Advantages and Disadvantages of LASSO-based Methods

One of the most appealing aspects of LASSO-based methods involves their ability to perform subset selection with sparse data. While there are other approaches in the class of penalized regression methods that shrink regression coefficients, LASSO-based methods can shrink the estimated coefficients to exactly zero. Selecting only those predictors with estimates that are nonzero provides an implicit approach for subset selection.

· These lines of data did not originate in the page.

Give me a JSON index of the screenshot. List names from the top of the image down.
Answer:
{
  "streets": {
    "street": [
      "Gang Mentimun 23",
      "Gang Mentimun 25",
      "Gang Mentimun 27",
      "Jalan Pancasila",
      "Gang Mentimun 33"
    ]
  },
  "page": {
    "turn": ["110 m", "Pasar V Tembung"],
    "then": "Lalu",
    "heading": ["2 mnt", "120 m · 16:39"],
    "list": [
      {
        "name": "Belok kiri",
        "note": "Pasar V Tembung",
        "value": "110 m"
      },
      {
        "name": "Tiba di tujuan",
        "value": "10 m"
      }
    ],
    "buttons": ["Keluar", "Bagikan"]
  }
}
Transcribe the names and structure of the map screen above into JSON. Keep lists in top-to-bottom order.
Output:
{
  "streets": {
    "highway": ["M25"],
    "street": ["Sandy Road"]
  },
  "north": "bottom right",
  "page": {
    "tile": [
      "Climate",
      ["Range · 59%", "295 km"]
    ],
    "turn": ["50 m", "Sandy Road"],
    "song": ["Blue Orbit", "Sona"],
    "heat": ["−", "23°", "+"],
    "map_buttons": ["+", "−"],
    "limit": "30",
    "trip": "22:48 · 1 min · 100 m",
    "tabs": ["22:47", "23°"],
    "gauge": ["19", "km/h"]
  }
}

Despite this great advantage, LASSO-based methods may not produce stable subset selection if the predictors are highly correlated. Other major advantages and disadvantages for LASSO-based methods are summarized in Table 2.

Table 2 Additional advantages and disadvantages of LASSO and ALASSO.
Major advantages of (A)LASSO Major disadvantages of (A)LASSO
LASSO-based methods often shrink some regression
coefficients to zero (exactly) and keep them at
zero as the penalty increases. Because of this
feature, LASSO methods provide implicit variable
selection in sparse data scenarios.
LASSO and ALASSO do not provide estimates of
uncertainty when run once. To obtain measures of
uncertainty, one must bootstrap or estimate a
Bayesian LASSO.
Unlike stepwise regression models that include or
exclude a variable or variables at each step,
LASSO-based methods estimate a single model.
In some situations, LASSO may not be consistent
(Zou 2006). ALASSO is required for consistency.
ALASSO models have the “oracle property,”
combining consistency and efficiency.
Similar to OLS or logistic regression models,
LASSO-based methods have difficulty
differentiating relevant and irrelevant predictors
when the predictors themselves are highly correlated.
Under certain basis expansions the LASSO-based
models can be computationally intensive and
require more time than traditional approaches.

How Have LASSO-based Methods Been Used in Survey Research?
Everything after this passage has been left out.